Where the line with "content:''; display:block; margin:auto;" appears below, start writing out lines exactly, and finish with the line with "color; c.fill(path, 'evenodd');", which is included; write out nothing else.

--- START ---

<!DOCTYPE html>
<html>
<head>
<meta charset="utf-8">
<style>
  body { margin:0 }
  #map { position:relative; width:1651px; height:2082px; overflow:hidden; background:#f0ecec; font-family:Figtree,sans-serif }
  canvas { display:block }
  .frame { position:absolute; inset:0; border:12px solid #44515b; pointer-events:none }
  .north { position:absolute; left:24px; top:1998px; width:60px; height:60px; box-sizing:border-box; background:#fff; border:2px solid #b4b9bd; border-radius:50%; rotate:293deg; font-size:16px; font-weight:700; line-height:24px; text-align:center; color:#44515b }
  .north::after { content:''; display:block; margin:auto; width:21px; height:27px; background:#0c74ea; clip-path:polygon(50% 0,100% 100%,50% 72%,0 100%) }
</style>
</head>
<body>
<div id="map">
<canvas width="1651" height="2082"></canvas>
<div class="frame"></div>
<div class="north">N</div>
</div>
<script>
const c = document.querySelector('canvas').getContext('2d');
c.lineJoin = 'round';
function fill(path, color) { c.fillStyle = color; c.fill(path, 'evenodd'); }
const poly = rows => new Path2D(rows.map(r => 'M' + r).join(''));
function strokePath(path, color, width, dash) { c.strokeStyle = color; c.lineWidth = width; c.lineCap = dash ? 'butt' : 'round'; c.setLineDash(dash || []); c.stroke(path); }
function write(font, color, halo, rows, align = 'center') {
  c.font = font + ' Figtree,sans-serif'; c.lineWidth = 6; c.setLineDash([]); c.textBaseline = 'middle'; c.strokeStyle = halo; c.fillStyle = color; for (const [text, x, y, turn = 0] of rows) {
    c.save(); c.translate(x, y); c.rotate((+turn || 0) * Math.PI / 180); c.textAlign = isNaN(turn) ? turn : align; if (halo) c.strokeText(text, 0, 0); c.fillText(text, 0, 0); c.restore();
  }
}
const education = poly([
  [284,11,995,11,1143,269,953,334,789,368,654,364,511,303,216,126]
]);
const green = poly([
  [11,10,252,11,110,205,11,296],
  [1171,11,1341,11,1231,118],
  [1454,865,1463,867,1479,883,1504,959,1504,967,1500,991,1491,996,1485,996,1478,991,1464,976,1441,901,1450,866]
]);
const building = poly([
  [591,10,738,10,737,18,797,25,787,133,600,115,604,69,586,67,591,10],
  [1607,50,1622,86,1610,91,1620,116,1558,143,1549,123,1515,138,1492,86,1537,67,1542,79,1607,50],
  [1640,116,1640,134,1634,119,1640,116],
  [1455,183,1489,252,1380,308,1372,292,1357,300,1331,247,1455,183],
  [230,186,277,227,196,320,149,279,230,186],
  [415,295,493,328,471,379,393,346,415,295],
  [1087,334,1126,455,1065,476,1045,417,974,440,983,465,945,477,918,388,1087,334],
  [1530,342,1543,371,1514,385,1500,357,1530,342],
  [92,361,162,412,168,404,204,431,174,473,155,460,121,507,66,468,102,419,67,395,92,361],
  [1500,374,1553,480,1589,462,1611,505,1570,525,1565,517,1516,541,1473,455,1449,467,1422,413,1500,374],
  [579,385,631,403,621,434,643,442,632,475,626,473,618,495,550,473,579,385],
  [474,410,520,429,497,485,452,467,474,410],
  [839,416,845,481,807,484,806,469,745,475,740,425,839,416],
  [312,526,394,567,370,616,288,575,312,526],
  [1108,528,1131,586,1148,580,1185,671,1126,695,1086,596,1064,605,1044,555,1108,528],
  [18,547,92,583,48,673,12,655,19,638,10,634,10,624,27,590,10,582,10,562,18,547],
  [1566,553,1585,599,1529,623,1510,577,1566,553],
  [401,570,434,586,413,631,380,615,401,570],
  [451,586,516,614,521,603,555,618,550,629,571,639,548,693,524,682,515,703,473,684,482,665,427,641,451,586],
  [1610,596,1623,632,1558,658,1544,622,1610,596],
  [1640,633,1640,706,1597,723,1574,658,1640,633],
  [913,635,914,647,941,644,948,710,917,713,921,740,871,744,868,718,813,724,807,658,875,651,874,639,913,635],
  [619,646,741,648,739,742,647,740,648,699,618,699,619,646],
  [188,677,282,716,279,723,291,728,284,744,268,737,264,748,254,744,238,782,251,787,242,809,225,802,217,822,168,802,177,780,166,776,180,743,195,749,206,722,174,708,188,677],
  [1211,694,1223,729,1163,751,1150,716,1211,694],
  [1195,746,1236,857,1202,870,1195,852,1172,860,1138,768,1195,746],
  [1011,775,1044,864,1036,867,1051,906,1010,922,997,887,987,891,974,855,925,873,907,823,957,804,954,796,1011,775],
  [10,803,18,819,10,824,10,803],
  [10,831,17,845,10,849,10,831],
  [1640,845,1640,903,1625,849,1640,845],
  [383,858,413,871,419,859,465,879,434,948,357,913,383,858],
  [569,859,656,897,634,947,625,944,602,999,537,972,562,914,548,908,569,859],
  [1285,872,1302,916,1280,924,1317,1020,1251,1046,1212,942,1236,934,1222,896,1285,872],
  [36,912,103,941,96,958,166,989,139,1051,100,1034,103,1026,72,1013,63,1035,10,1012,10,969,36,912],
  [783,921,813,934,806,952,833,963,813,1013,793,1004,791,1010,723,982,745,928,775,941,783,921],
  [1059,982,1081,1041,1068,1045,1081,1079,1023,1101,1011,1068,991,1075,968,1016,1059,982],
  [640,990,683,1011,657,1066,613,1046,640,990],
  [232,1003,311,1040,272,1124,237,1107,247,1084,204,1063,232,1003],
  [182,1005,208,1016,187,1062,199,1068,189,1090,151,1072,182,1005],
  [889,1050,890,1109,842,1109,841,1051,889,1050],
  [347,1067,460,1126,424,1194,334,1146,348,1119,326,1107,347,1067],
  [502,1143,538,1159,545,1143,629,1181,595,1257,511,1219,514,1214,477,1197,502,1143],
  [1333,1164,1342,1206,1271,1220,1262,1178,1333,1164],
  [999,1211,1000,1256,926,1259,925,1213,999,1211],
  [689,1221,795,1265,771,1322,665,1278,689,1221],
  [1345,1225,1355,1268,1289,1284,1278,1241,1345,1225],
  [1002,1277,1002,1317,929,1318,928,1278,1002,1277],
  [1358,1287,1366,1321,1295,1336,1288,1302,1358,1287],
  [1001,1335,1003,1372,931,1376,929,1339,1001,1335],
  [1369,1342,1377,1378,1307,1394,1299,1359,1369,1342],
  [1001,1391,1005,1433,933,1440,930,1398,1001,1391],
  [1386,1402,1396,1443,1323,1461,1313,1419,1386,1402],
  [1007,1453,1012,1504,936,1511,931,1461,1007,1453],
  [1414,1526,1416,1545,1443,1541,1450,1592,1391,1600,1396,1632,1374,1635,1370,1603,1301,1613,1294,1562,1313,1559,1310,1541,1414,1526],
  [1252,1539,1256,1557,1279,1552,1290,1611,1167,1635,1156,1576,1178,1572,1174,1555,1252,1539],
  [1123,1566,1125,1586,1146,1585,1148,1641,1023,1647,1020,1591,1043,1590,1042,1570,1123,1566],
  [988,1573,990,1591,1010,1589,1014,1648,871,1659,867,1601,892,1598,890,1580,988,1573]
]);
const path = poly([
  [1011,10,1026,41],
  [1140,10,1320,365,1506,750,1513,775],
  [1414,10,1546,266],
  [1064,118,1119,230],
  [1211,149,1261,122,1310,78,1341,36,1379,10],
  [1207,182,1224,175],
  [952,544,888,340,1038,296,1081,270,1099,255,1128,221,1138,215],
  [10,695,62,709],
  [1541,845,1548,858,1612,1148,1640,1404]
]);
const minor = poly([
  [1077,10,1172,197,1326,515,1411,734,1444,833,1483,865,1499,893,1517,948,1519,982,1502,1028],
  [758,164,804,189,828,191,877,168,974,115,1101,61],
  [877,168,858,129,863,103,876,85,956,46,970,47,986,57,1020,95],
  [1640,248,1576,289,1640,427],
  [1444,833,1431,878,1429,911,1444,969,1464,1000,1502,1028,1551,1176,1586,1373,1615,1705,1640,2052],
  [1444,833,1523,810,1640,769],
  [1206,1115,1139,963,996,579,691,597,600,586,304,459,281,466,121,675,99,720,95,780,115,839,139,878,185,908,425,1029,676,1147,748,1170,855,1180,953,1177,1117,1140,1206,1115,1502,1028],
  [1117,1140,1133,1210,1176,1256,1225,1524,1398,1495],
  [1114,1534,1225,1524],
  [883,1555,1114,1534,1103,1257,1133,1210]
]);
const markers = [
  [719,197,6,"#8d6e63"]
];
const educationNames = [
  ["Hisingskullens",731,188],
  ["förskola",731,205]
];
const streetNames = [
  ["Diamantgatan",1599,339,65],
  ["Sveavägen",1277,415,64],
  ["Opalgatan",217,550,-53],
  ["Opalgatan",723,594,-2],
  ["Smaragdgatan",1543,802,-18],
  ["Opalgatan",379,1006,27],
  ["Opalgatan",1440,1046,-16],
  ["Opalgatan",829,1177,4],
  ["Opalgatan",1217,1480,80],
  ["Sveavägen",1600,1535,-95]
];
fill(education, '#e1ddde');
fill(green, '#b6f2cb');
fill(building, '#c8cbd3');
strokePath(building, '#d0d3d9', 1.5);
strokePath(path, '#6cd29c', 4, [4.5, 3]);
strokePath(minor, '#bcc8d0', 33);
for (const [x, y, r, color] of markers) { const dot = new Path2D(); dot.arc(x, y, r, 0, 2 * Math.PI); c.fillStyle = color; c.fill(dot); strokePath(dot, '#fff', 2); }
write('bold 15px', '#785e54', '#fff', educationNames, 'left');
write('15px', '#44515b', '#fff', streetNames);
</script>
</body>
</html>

--- END ---
--- START ---

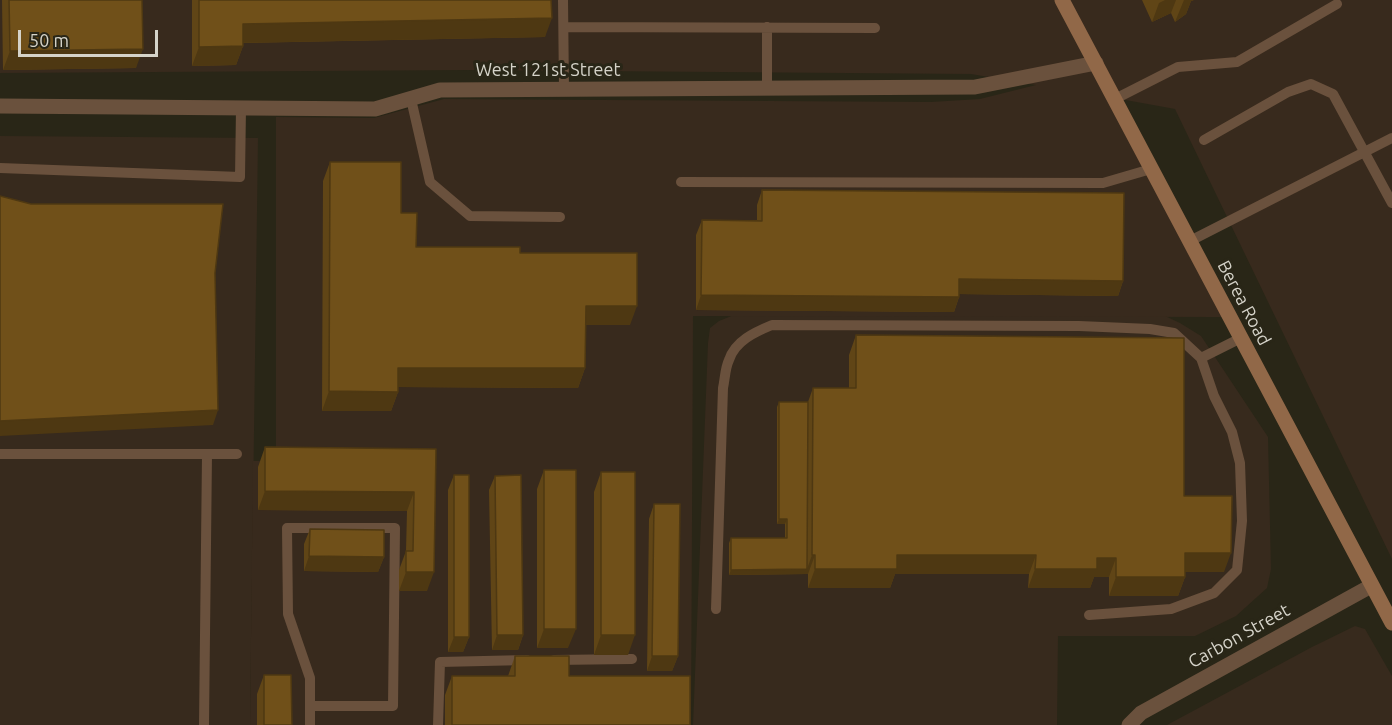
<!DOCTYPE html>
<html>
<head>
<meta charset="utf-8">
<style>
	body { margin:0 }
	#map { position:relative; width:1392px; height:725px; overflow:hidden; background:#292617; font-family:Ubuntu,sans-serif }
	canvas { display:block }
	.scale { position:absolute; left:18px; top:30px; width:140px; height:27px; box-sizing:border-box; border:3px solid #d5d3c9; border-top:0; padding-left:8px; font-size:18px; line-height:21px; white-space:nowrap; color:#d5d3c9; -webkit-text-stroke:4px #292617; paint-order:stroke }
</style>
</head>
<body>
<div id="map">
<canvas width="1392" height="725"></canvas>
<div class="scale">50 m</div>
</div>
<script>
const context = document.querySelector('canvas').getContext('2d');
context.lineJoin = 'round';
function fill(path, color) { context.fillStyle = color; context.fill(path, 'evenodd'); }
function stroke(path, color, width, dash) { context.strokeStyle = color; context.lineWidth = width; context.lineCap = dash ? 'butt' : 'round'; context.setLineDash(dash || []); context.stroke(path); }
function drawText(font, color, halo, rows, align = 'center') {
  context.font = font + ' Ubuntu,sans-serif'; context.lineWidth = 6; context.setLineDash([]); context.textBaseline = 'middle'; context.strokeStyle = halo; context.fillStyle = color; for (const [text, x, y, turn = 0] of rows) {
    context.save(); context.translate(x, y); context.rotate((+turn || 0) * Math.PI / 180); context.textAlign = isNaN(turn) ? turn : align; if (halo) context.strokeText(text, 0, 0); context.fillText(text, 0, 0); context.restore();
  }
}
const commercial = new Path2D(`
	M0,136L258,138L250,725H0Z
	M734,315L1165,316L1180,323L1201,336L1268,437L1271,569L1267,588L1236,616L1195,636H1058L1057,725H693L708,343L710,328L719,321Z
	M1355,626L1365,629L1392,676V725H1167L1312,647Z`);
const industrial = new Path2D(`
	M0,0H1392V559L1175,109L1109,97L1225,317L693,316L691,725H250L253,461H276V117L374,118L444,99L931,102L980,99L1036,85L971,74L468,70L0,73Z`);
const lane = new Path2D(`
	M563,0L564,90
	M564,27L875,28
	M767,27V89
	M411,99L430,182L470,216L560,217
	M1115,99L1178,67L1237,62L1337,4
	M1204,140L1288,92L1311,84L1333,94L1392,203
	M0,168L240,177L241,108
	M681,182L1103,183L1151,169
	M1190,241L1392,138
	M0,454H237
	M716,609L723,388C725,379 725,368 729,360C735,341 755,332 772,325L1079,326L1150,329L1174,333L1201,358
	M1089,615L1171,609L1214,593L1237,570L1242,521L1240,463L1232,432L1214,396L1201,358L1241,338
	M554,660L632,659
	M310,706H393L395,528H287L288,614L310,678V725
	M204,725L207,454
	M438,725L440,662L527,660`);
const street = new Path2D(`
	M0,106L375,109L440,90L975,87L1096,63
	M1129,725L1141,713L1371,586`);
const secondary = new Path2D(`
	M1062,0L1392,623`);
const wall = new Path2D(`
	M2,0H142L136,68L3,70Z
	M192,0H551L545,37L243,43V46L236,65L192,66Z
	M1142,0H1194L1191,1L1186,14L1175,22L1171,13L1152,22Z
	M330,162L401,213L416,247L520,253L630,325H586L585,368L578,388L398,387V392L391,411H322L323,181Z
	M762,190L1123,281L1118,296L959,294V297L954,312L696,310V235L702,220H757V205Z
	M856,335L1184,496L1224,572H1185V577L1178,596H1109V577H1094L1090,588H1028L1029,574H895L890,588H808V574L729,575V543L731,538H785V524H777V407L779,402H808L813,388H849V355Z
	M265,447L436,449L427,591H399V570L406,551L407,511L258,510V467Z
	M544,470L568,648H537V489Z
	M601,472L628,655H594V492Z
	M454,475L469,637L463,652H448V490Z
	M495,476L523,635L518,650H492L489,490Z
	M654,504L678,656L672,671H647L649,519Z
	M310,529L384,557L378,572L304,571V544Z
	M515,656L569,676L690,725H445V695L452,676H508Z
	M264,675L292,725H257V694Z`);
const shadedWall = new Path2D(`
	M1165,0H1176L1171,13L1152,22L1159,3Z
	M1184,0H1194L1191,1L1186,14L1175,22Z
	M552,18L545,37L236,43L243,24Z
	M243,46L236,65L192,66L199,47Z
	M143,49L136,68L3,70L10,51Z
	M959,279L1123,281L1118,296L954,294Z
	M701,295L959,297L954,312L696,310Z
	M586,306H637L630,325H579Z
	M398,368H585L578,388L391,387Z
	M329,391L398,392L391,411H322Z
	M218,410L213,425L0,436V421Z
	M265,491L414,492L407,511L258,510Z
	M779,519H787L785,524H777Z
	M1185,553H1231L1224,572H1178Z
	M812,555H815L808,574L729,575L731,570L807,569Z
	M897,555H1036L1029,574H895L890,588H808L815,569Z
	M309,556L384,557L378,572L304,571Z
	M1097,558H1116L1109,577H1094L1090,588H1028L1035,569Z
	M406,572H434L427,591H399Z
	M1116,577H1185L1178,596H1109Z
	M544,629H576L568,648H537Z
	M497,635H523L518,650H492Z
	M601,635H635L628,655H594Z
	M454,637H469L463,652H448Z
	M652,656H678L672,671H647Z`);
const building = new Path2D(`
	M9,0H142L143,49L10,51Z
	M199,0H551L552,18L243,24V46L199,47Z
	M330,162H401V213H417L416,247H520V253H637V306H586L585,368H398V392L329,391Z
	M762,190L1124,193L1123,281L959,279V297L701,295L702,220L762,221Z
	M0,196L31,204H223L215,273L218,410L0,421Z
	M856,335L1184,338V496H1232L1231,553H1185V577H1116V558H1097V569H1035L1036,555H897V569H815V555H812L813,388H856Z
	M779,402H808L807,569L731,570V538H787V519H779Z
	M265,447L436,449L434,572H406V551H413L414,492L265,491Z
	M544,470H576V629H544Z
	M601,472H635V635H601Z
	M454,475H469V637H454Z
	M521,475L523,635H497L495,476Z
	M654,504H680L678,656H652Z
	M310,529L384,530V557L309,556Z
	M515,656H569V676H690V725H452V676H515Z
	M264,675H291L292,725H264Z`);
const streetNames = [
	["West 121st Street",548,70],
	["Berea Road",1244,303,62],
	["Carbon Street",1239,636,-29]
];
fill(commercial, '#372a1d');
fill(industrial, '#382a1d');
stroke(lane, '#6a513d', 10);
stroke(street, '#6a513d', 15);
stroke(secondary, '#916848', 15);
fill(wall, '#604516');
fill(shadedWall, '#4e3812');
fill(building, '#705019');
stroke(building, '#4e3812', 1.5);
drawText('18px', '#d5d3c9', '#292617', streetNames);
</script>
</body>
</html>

--- END ---

- _Solution for this problem_:
  .north::after { content:''; display:block; margin:auto; width:21px; height:27px; background:#0c74ea; clip-path:polygon(50% 0,100% 100%,50% 72%,0 100%) }
</style>
</head>
<body>
<div id="map">
<canvas width="1651" height="2082"></canvas>
<div class="frame"></div>
<div class="north">N</div>
</div>
<script>
const c = document.querySelector('canvas').getContext('2d');
c.lineJoin = 'round';
function fill(path, color) { c.fillStyle = color; c.fill(path, 'evenodd'); }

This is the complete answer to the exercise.